Feeding at lower temperatures is a risky business. Nobody knows for sure about Koi. Wild Carp? Yes there are people who know exactly what temperatures wild carp will eat but like I have said, our Koi are not wild carp. Also opinions do vary.

My opinion on feeding is pretty simple, if you can keep your temperature at 10C then use a good quality Wheat Germ feed, at that temperature the fish will still be active so they will take a low protein diet. At temperatures less than 10C then the fish will head toward the bottom of the pond and this is when you have to be very careful about feeding. Feeding them now…could kill them!

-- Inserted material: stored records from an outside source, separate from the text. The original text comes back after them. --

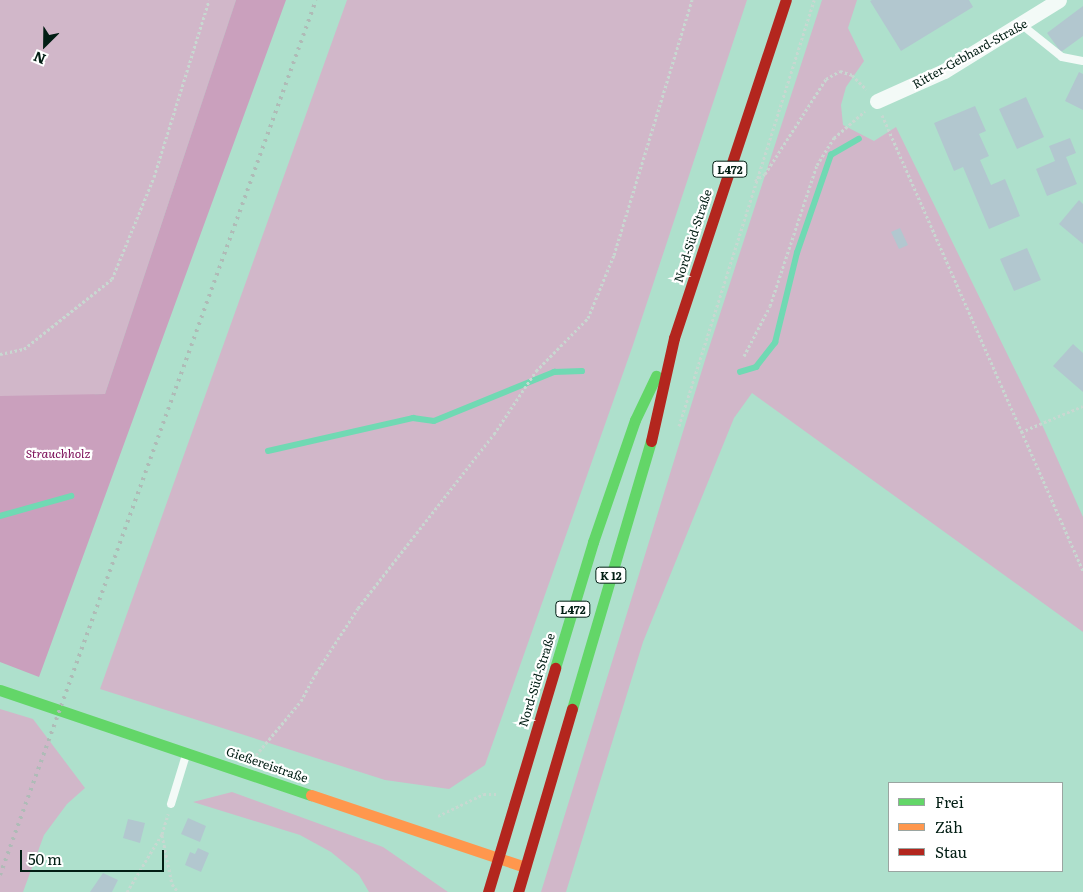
<!DOCTYPE html>
<meta charset="utf-8">
<style>
body{margin:0}
#map{position:relative;width:1083px;height:892px;overflow:hidden;background:#aee0cc;font-family:Literata,serif}
div>[style]{position:absolute}
.green>*{inset:0;background:#d1b7c9}
.forest>*{inset:0;background:#caa0bd}
.stream>*{height:5.5px;margin:-2.75px;padding:0 2.75px;transform-origin:2.75px;border-radius:2.75px;background:#70d9b3}
.building>*{inset:0;background:#b2c7cf}
.path>*{height:3px;margin-top:-1.5px;transform-origin:0;background:repeating-linear-gradient(90deg,#c8d8d1 0 2.5px,transparent 0 5px)}
.lane>*{height:8px;margin:-4px;padding:0 4px;transform-origin:4px;border-radius:4px;background:#f3faf7}
.street>*{height:15px;margin:-7.5px;padding:0 7.5px;transform-origin:7.5px;border-radius:7.5px;background:#f3faf7}
.fast>*{height:11px;margin:-5.5px;padding:0 5.5px;transform-origin:5.5px;border-radius:5.5px;background:#63d668}
.slow>*{height:11px;margin:-5.5px;padding:0 5.5px;transform-origin:5.5px;border-radius:5.5px;background:#ff974d}
.jam>*{height:11px;margin:-5.5px;padding:0 5.5px;transform-origin:5.5px;border-radius:5.5px;background:#b3261e}
.rail>*{height:4px;margin-top:-2px;transform-origin:0;background:repeating-linear-gradient(90deg,#afbbb7 0 2.5px,transparent 0 7.5px)}
span{translate:-50% -50%;white-space:nowrap;text-align:center;line-height:1.15;-webkit-text-stroke:4.5px #fff;paint-order:stroke}
.shield-label span{padding:1px 4px;background:#fff;border:1px solid;border-radius:4px;-webkit-text-stroke-width:0}
.shield-label{font-size:11px;color:#021e14;font-weight:700}
.street-label{font-size:12px;color:#021e14}
.park-label{font-size:12px;color:#7a0b56;font-style:italic}
.legend{position:absolute;left:888px;top:782px;width:175px;height:90px;box-sizing:border-box;background:#fff;border:1px solid #9aa5a1;margin:0;padding:6px 9px;list-style:none;font-size:15px;color:#021e14}
.legend li{display:flex;align-items:center;gap:10px;height:25px}
.legend b{width:25px;border:1px solid #9aa5a1}
.north{position:absolute;left:20px;top:20px;width:50px;height:50px;-webkit-text-stroke:4px #fff;paint-order:stroke;rotate:203deg;font-size:14px;font-weight:700;line-height:20px;text-align:center;color:#021e14}
.north::after{content:'';display:block;margin:auto;width:18px;height:22px;background:#021e14;clip-path:polygon(50% 0,100% 100%,50% 72%,0 100%)}
.scale{position:absolute;left:20px;top:850px;width:144px;height:22px;box-sizing:border-box;border:2px solid #021e14;border-top:0;padding-left:6px;font-size:15px;line-height:18px;white-space:nowrap;color:#021e14;-webkit-text-stroke:4px #fff;paint-order:stroke}
</style>
<div id="map">
<div class="green">
<div style="clip-path:polygon(0 0,236px 0,105px 394px,95px 394px,0 637px)"></div>
<div style="clip-path:polygon(347px 0,747px 0,633px 345px,485px 765px,449px 789px,385px 780px,100px 689px)"></div>
<div style="clip-path:polygon(822px 0,857px 0,848px 28px,864px 61px,846px 87px,841px 105px,843px 125px,874px 141px,896px 127px,1044px 429px,1083px 517px,1083px 632px,752px 393px,734px 418px,643px 642px,566px 892px,541px 892px,706px 357px)"></div>
<div style="clip-path:polygon(0 709px,33px 719px,85px 788px,67px 804px,44px 835px,23px 892px,0 892px)"></div>
<div style="clip-path:polygon(232px 792px,383px 847px,448px 892px,369px 892px,359px 875px,331px 852px,300px 835px,193px 802px)"></div>
</div>
<div class="forest">
<div style="clip-path:polygon(236px 0,286px 0,39px 677px,0 662px,0 396px,105px 394px)"></div>
</div>
<div class="stream">
<div style="left:740px;top:372px;width:17px;rotate:-17deg"></div>
<div style="left:756px;top:367px;width:31px;rotate:-52deg"></div>
<div style="left:775px;top:343px;width:93px;rotate:-76.3deg"></div>
<div style="left:797px;top:253px;width:104px;rotate:-70.9deg"></div>
<div style="left:831px;top:155px;width:32px;rotate:-30deg"></div>
<div style="left:268px;top:451px;width:149px;rotate:-12.8deg"></div>
<div style="left:413px;top:418px;width:21px;rotate:8deg"></div>
<div style="left:434px;top:421px;width:130px;rotate:-22.2deg"></div>
<div style="left:554px;top:372px;width:28px;rotate:-2deg"></div>
<div style="left:0;top:516px;width:74px;rotate:-15.7deg"></div>
</div>
<div class="building">
<div style="clip-path:polygon(872px 0,969px 0,973px 7px,901px 51px,870px 1px)"></div>
<div style="clip-path:polygon(1083px 6px,1083px 36px,1061px 52px,1047px 33px)"></div>
<div style="clip-path:polygon(1079px 72px,1083px 74px,1083px 110px,1065px 101px)"></div>
<div style="clip-path:polygon(1026px 97px,1044px 137px,1017px 149px,999px 109px)"></div>
<div style="clip-path:polygon(975px 106px,986px 131px,979px 134px,989px 156px,980px 160px,991px 185px,1005px 179px,1020px 216px,989px 229px,963px 167px,954px 171px,934px 123px)"></div>
<div style="clip-path:polygon(1070px 138px,1076px 153px,1066px 157px,1077px 184px,1047px 196px,1036px 169px,1055px 161px,1049px 146px)"></div>
<div style="clip-path:polygon(1079px 200px,1083px 204px,1083px 244px,1059px 224px)"></div>
<div style="clip-path:polygon(900px 228px,908px 245px,899px 249px,891px 232px)"></div>
<div style="clip-path:polygon(1027px 248px,1041px 280px,1014px 291px,1000px 259px)"></div>
<div style="clip-path:polygon(1073px 344px,1083px 353px,1083px 392px,1053px 366px)"></div>
<div style="clip-path:polygon(188px 818px,206px 826px,200px 842px,181px 834px)"></div>
<div style="clip-path:polygon(128px 819px,145px 823px,140px 843px,123px 838px)"></div>
<div style="clip-path:polygon(198px 848px,209px 853px,201px 872px,185px 865px,190px 852px,195px 854px)"></div>
<div style="clip-path:polygon(103px 873px,118px 880px,112px 892px,90px 892px)"></div>
</div>
<div class="path">
<div style="left:882px;top:115px;width:498px;rotate:66.2deg"></div>
<div style="left:755px;top:181px;width:12px;rotate:-35deg"></div>
<div style="left:765px;top:174px;width:113px;rotate:-57.3deg"></div>
<div style="left:826px;top:79px;width:16px;rotate:-30deg"></div>
<div style="left:840px;top:71px;width:13px;rotate:18deg"></div>
<div style="left:852px;top:75px;width:20px;rotate:45deg"></div>
<div style="left:0;top:354px;width:25px;rotate:-12deg"></div>
<div style="left:24px;top:349px;width:112px;rotate:-38.5deg"></div>
<div style="left:112px;top:279px;width:110px;rotate:-67.6deg"></div>
<div style="left:154px;top:177px;width:185px;rotate:-72.7deg"></div>
<div style="left:744px;top:356px;width:56px;rotate:-62.5deg"></div>
<div style="left:770px;top:306px;width:149px;rotate:-71.6deg"></div>
<div style="left:817px;top:165px;width:32px;rotate:-58deg"></div>
<div style="left:834px;top:138px;width:41px;rotate:-41.1deg"></div>
<div style="left:679px;top:426px;width:447px;rotate:-72.4deg"></div>
<div style="left:1021px;top:432px;width:67px;rotate:-22.8deg"></div>
<div style="left:256px;top:755px;width:70px;rotate:-50.2deg"></div>
<div style="left:301px;top:701px;width:32px;rotate:-62deg"></div>
<div style="left:316px;top:673px;width:77px;rotate:-57.1deg"></div>
<div style="left:358px;top:608px;width:221px;rotate:-52deg"></div>
<div style="left:494px;top:434px;width:76px;rotate:-56.3deg"></div>
<div style="left:536px;top:371px;width:74px;rotate:-45.5deg"></div>
<div style="left:588px;top:318px;width:68px;rotate:-67.6deg"></div>
<div style="left:614px;top:255px;width:267px;rotate:-73deg"></div>
<div style="left:438px;top:816px;width:51px;rotate:-25.6deg"></div>
<div style="left:484px;top:794px;width:13px"></div>
<div style="left:162px;top:835px;width:50px;rotate:78.5deg"></div>
<div style="left:172px;top:884px;width:10px;rotate:53deg"></div>
<div style="left:127px;top:892px;width:68px;rotate:-58.9deg"></div>
<div style="left:162px;top:834px;width:21px;rotate:-73deg"></div>
</div>
<div class="lane">
<div style="left:1022px;top:25px;width:51px;rotate:38.7deg"></div>
<div style="left:1062px;top:57px;width:21px;rotate:11deg"></div>
<div style="left:171px;top:804px;width:51px;rotate:-73deg"></div>
</div>
<div class="street">
<div style="left:877px;top:101px;width:73px;rotate:-24.1deg"></div>
<div style="left:944px;top:71px;width:135px;rotate:-31.7deg"></div>
</div>
<div class="fast">
<div style="left:555px;top:668px;width:132px;rotate:-73.2deg"></div>
<div style="left:593px;top:542px;width:129px;rotate:-71deg"></div>
<div style="left:635px;top:420px;width:49px;rotate:-64.5deg"></div>
<div style="left:0;top:690px;width:328px;rotate:18.7deg"></div>
<div style="left:572px;top:709px;width:279px;rotate:-73.6deg"></div>
</div>
<div class="slow">
<div style="left:311px;top:795px;width:226px;rotate:18.6deg"></div>
</div>
<div class="jam">
<div style="left:651px;top:441px;width:106px;rotate:-77.4deg"></div>
<div style="left:674px;top:338px;width:356px;rotate:-71.7deg"></div>
<div style="left:488px;top:892px;width:234px;rotate:-73.3deg"></div>
<div style="left:518px;top:892px;width:191px;rotate:-73.6deg"></div>
</div>
<div class="rail">
<div style="left:0;top:875px;width:930px;rotate:-70.14deg"></div>
</div>
<div class="shield-label">
<span style="left:730px;top:169px">L472</span>
<span style="left:611px;top:575px">K 12</span>
<span style="left:573px;top:609px">L472</span>
</div>
<div class="street-label">
<span style="left:970px;top:54px;rotate:-29deg">Ritter-Gebhard-Straße</span>
<span style="left:693px;top:236px;rotate:-72deg">Nord-Süd-Straße</span>
<span style="left:537px;top:680px;rotate:-73deg">Nord-Süd-Straße</span>
<span style="left:267px;top:765px;rotate:19deg">Gießereistraße</span>
</div>
<div class="park-label">
<span style="left:58px;top:454px">Strauchholz</span>
</div>
<ul class="legend">
<li><b style="height:6px;background:#63d668"></b>Frei</li>
<li><b style="height:6px;background:#ff974d"></b>Zäh</li>
<li><b style="height:6px;background:#b3261e"></b>Stau</li>
</ul>
<div class="north">N</div>
<div class="scale">50 m</div>
</div>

When the Koi go to the bottom their bodies shut down, the metabolism slows to virtually nothing and the immune system suffers. So giving them a food with even a slighty high protein content could cause all kinds of problems. The fish would not be burning it off because they would still be sat at the bottom, the food would not be turned into waste anywhere near as fast as it should be and would sit inside the fish…and rot. This would cause internal problems with your Koi. Dropsy is becoming a common problem over winter and I am sure many reading this will have had a fish or two die with the disease in the colder periods. I visit many who have. However not feeding the fish through the colder periods can also cause problems when Spring hits, like I explained further up the article. There is something you can do though, and it really helps. A big mistake people make is throwing food in if we have a freak nice weekend, when we get 2 days of reasonable temperatures and the fish start to swim around, do not feed them. It will only last a couple of days until the freezing weather comes back again. Make sure we have stable weather before starting to feed again, remember the drop at nights.

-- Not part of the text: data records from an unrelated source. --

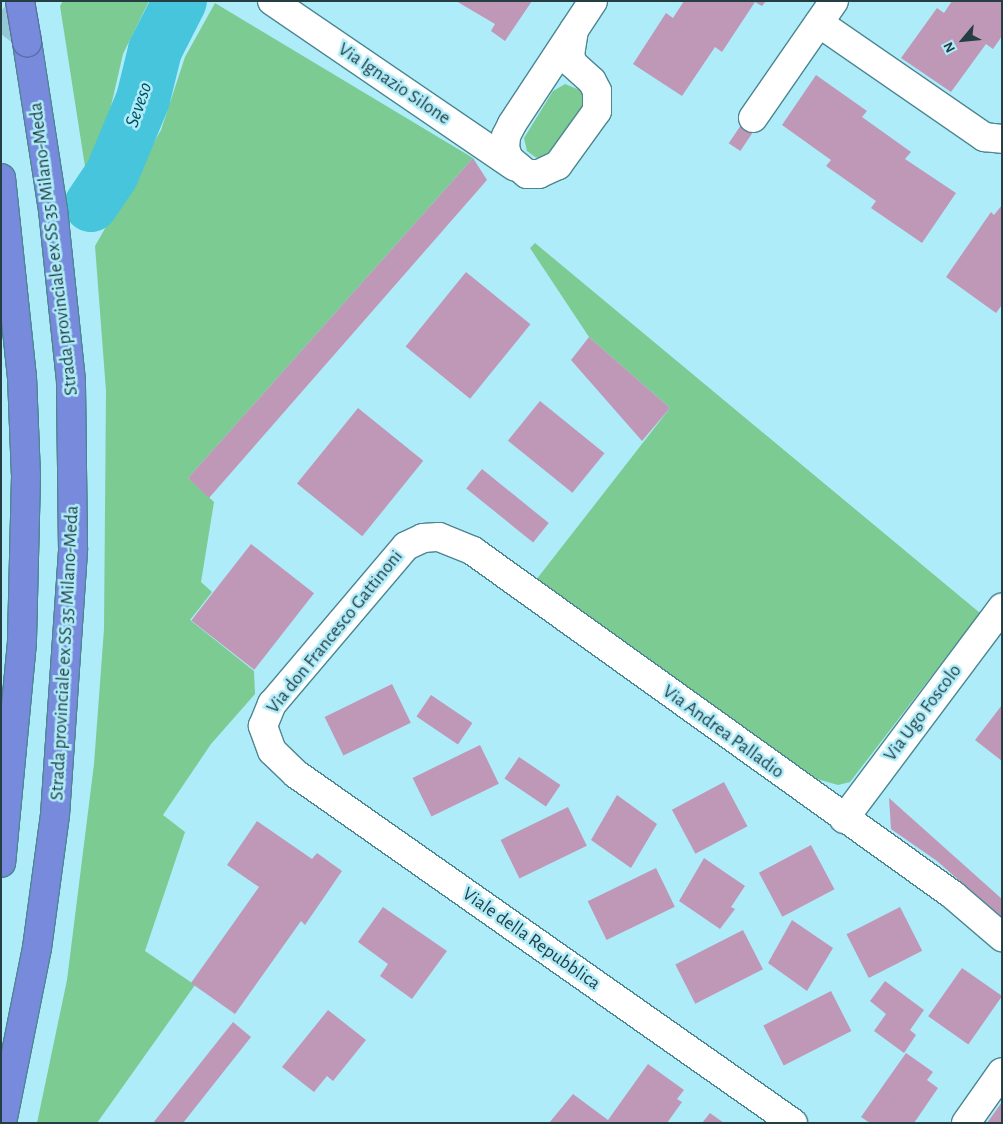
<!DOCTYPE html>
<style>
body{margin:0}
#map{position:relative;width:1003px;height:1124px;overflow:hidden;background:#afecf9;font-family:"Alegreya Sans",sans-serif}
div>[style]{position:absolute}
.green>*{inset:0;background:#7bcb92}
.river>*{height:54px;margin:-27px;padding:0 27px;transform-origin:27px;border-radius:27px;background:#46c5dc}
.building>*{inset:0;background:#bf98b8;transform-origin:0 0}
.street-tunnel>*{height:28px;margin-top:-14px;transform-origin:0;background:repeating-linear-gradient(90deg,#93c9d5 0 28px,transparent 0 42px)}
.roads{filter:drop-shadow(1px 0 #4c8692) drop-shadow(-1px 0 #4c8692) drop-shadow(0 1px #4c8692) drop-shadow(0 -1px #4c8692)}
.street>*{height:28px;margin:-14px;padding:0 14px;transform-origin:14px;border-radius:14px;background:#fff}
.highway>*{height:28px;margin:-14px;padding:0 14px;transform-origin:14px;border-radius:14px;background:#778adb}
.bridges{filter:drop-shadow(1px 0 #5a6fa6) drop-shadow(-1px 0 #5a6fa6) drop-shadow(0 1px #5a6fa6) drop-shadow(0 -1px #5a6fa6)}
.highway-bridge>*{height:28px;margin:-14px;padding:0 14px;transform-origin:14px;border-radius:14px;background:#778adb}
span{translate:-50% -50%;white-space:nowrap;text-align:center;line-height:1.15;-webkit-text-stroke:5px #afecf9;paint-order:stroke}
.street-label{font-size:19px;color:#253e43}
.water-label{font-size:20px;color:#004e5b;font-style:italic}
.frame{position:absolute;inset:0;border:2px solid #253e43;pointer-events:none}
.north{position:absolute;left:938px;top:15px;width:50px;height:50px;-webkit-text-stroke:4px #afecf9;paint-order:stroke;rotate:242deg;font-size:14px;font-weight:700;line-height:20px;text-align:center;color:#253e43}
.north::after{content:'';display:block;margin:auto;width:18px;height:22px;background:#253e43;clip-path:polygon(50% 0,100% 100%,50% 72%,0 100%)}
</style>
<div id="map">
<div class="green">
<div style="clip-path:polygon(63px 1px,149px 1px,123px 54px,105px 132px,86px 173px,60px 6px)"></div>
<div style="clip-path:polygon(215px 3px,473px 158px,188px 478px,214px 502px,201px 582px,212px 592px,190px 620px,254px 671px,255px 694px,211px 744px,163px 815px,185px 832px,145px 951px,195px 985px,97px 1123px,37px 1123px,67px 980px,94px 764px,104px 629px,106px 391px,95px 246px,161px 130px,185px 57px)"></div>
<div style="clip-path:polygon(565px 84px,582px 91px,586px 106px,555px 151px,542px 159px,535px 157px,527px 151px,524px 138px,553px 91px)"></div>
<div style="clip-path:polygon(535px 243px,980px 613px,850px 782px,838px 785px,817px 779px,536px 580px,670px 408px,589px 337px,530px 248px)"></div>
</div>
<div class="river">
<div style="left:91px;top:205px;width:37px;rotate:-56deg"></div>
<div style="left:112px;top:174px;width:81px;rotate:-67.5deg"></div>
<div style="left:143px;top:99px;width:50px;rotate:-76.2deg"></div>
<div style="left:155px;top:50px;width:55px;rotate:-63deg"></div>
</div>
<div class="building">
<div style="clip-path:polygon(456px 1px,532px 1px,505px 41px,491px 31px,495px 24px)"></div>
<div style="clip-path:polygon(684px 1px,766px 1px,762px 6px,755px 2px,722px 52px,715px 47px,682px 96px,633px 64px,666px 13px,673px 18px)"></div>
<div style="clip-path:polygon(952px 1px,1002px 1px,1002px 36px,993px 49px,986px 44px,951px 92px,901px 58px,937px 8px,944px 13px)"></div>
<div style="clip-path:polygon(816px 75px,867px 111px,862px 117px,911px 152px,905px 159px,956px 193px,922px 243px,871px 208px,876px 201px,826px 166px,831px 160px,782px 125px)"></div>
<div style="left:741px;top:125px;width:14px;height:22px;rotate:34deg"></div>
<div style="clip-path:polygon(473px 158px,487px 180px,209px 498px,188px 478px)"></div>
<div style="clip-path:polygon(1002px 205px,1002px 305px,996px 313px,946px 277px,991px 212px,994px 215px)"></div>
<div style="left:466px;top:272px;width:83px;height:96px;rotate:39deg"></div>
<div style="clip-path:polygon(589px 337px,670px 408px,642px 441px,571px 360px)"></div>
<div style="left:540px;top:401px;width:83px;height:51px;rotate:39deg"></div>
<div style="left:358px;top:408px;width:84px;height:97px;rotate:39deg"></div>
<div style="left:482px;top:469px;width:86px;height:25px;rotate:39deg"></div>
<div style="left:251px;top:544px;width:80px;height:97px;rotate:38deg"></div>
<div style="left:392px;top:684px;width:43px;height:75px;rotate:64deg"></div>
<div style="left:431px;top:695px;width:50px;height:26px;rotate:34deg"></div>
<div style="clip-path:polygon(1002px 705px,1002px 761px,975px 740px)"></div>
<div style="left:480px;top:745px;width:43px;height:75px;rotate:64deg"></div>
<div style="left:519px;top:757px;width:50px;height:26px;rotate:34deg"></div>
<div style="left:724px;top:782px;width:50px;height:59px;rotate:62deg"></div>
<div style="clip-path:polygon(617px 795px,657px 824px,631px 868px,591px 840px)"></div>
<div style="clip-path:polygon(889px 798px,1002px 899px,1002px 918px,937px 861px,891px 829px)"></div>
<div style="left:568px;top:807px;width:43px;height:75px;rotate:64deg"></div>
<div style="clip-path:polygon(257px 821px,312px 859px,317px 853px,342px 871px,305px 925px,301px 921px,235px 1014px,191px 983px,259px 887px,227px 865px)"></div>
<div style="left:811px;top:845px;width:50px;height:59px;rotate:62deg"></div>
<div style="clip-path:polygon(704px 858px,745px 886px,731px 907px,735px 909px,720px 929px,679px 901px)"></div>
<div style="left:656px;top:868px;width:43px;height:76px;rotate:64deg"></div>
<div style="clip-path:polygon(383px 907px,447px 951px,412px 999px,380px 976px,388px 964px,358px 942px)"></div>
<div style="left:900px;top:907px;width:49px;height:60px;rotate:63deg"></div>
<div style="clip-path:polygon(792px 920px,833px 948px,807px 991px,768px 963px)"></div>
<div style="left:743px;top:930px;width:44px;height:76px;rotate:63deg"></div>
<div style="left:962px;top:968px;width:49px;height:59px;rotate:35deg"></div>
<div style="clip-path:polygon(885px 981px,924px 1010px,910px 1030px,916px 1035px,904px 1053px,874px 1031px,886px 1014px,870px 1001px)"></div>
<div style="left:831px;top:991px;width:45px;height:76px;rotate:63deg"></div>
<div style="clip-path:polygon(328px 1010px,366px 1040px,333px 1081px,327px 1076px,314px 1092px,282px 1067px)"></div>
<div style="clip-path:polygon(233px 1022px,251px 1037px,183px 1123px,153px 1123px)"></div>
<div style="clip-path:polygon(906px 1053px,933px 1072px,927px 1080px,938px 1088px,914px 1123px,870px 1123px,861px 1117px)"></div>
<div style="clip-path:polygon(648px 1064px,684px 1090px,677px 1099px,682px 1102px,667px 1123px,549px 1123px,573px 1094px,608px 1120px)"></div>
<div style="clip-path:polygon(1002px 1102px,1002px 1123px,987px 1123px)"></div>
<div style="clip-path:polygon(710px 1113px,724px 1123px,702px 1123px)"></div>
</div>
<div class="street-tunnel">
<div style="left:1px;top:34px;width:42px;rotate:-51.8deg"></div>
</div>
<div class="roads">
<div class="street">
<div style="left:272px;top:1px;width:294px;rotate:34.3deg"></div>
<div style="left:819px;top:23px;width:201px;rotate:34.6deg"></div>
<div style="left:984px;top:137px;width:18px;rotate:6deg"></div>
<div style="left:574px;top:30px;width:25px;rotate:99deg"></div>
<div style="left:570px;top:55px;width:9px;rotate:72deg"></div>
<div style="left:573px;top:64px;width:25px;rotate:42deg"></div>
<div style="left:592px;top:81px;width:11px;rotate:63deg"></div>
<div style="left:597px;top:91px;width:20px;rotate:90deg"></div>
<div style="left:597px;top:111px;width:67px;rotate:125.8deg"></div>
<div style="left:558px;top:165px;width:21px;rotate:155deg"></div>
<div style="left:539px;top:174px;width:12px;rotate:180deg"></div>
<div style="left:527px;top:174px;width:23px;rotate:-140deg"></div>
<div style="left:509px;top:159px;width:12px;rotate:-110deg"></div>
<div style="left:505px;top:148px;width:12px;rotate:-85deg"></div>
<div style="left:506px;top:136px;width:13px;rotate:-63deg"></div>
<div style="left:512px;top:124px;width:147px;rotate:-56.6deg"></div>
<div style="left:753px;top:118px;width:142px;rotate:-55.3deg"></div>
<div style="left:844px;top:819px;width:264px;rotate:-53.2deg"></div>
<div style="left:793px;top:1123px;width:607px;rotate:-144.92deg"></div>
<div style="left:296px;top:774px;width:33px;rotate:-136deg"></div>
<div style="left:272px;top:751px;width:27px;rotate:-110deg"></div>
<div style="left:263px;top:726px;width:24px;rotate:-68deg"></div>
<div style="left:272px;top:704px;width:207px;rotate:-49.7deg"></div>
<div style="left:406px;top:546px;width:19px;rotate:-25deg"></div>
<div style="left:423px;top:538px;width:16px;rotate:-4deg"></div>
<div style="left:439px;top:537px;width:37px;rotate:22deg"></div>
<div style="left:473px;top:551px;width:591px;rotate:35.63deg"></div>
<div style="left:953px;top:895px;width:65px;rotate:40.6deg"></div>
<div style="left:966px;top:1123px;width:62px;rotate:-54.8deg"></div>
</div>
<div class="highway">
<div style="left:1px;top:178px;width:200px;rotate:84deg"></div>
<div style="left:22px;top:377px;width:99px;rotate:87.7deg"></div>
<div style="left:26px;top:476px;width:166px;rotate:91.4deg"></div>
<div style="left:22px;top:642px;width:222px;rotate:95.4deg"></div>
<div style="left:2px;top:1123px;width:178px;rotate:-78.7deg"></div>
<div style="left:37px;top:948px;width:134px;rotate:-82.3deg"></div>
<div style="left:55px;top:815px;width:267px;rotate:-86.1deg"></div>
<div style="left:73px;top:549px;width:168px;rotate:-90.7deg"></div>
<div style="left:71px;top:381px;width:172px;rotate:-96deg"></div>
<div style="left:53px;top:210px;width:170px;rotate:-98.8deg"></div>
</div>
</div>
<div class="bridges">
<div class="highway-bridge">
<div style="left:20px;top:1px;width:42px;rotate:80.3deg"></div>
</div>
</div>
<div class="street-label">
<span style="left:394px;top:84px;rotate:34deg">Via Ignazio Silone</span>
<span style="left:54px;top:249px;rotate:-97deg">Strada provinciale ex SS 35 Milano-Meda</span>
<span style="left:335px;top:632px;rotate:-51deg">Via don Francesco Gattinoni</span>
<span style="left:65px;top:653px;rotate:-87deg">Strada provinciale ex SS 35 Milano-Meda</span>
<span style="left:923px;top:713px;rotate:-53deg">Via Ugo Foscolo</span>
<span style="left:723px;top:732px;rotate:36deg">Via Andrea Palladio</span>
<span style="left:531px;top:939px;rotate:35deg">Viale della Repubblica</span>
</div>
<div class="water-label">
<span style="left:139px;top:105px;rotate:-71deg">Seveso</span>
</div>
<div class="frame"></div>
<div class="north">N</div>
</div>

Boiled pearl barley from the supermarket, very low in protein but will still give the fish enough to stay strong over the winter, don’t feed loads of it, just a small amount. It will even make the fish more active and stop them sitting on the bottom as much as they would. Its a great winter food for low temperatures and very cheap and is also freezable. I had customers using it for the first time last year and they could not believe the results and how different their Koi were from previous winters.

Parasites?

Yes, parasites will go much more inactive during colder months but they are still there. It is always best to get a scrape before the winter hits to make sure you have done your best to eradicate any parasite you may find. While they will not reproduce as much as in a nice hot temperature, they will still reproduce. If your Koi are sat at the bottom with everything shut down then the parasites will still cause them harm. Some treatments may not work at lower temperatures but there are some that will.

 

Now I am not trying to frighten anybody, I just want to explain what can happen over the winters. I am sure there are readers now saying “I’ve had fish for 20 years and never heated and never had a problem” yes I am sure you haven’t had any problems, but you could. New ponds and new Koi Keepers going through their first winters could have issues.

Just please follow the advice and it will help lower the risk of those winter problems you might get.